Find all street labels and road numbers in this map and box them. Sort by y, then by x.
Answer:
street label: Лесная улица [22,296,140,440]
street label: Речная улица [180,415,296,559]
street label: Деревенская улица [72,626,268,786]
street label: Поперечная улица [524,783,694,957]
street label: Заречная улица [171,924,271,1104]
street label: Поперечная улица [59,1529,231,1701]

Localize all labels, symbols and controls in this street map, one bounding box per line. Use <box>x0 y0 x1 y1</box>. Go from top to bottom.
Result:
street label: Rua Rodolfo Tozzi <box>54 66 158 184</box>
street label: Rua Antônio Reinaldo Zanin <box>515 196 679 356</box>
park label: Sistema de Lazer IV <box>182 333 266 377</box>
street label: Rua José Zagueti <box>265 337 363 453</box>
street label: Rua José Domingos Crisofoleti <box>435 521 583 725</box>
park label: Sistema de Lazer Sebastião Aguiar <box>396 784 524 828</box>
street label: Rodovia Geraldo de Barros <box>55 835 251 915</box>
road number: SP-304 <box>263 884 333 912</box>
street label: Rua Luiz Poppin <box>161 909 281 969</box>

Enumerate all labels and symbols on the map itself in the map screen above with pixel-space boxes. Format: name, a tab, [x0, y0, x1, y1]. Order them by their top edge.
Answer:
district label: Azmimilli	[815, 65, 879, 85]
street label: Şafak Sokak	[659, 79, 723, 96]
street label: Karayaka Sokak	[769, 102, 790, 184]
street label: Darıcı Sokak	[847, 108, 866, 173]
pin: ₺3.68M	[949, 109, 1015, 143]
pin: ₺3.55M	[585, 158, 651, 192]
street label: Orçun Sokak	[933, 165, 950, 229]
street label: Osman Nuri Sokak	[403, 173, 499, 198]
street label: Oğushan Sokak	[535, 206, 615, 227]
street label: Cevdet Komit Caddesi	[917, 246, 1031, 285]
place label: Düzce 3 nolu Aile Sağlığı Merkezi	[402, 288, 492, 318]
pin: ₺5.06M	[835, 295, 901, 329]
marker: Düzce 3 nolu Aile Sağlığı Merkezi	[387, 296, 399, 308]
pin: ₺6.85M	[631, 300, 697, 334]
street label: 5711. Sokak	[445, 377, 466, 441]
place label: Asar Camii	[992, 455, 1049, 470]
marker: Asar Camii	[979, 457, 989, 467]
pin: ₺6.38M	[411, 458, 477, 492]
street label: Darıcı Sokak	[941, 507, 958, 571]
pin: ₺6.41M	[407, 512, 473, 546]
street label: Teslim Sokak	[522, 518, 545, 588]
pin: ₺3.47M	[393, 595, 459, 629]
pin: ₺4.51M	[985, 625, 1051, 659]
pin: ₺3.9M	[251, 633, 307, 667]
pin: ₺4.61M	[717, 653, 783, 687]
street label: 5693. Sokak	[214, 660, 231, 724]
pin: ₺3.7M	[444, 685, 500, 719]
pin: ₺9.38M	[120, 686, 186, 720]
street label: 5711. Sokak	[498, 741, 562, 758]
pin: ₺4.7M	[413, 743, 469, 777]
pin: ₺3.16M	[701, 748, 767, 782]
####################
Exact lines only, please: output the listing from the first line to the line with "Localize all labels, symbols", both included.

Find all street labels and road numbers in this map and box them. Sort by y, then by x.
Answer:
street label: Лесная улица [22,296,140,440]
street label: Речная улица [180,415,296,559]
street label: Деревенская улица [72,626,268,786]
street label: Поперечная улица [524,783,694,957]
street label: Заречная улица [171,924,271,1104]
street label: Поперечная улица [59,1529,231,1701]

Localize all labels, symbols and controls in this street map, one bounding box per line. Use <box>x0 y0 x1 y1</box>. Go from top to bottom.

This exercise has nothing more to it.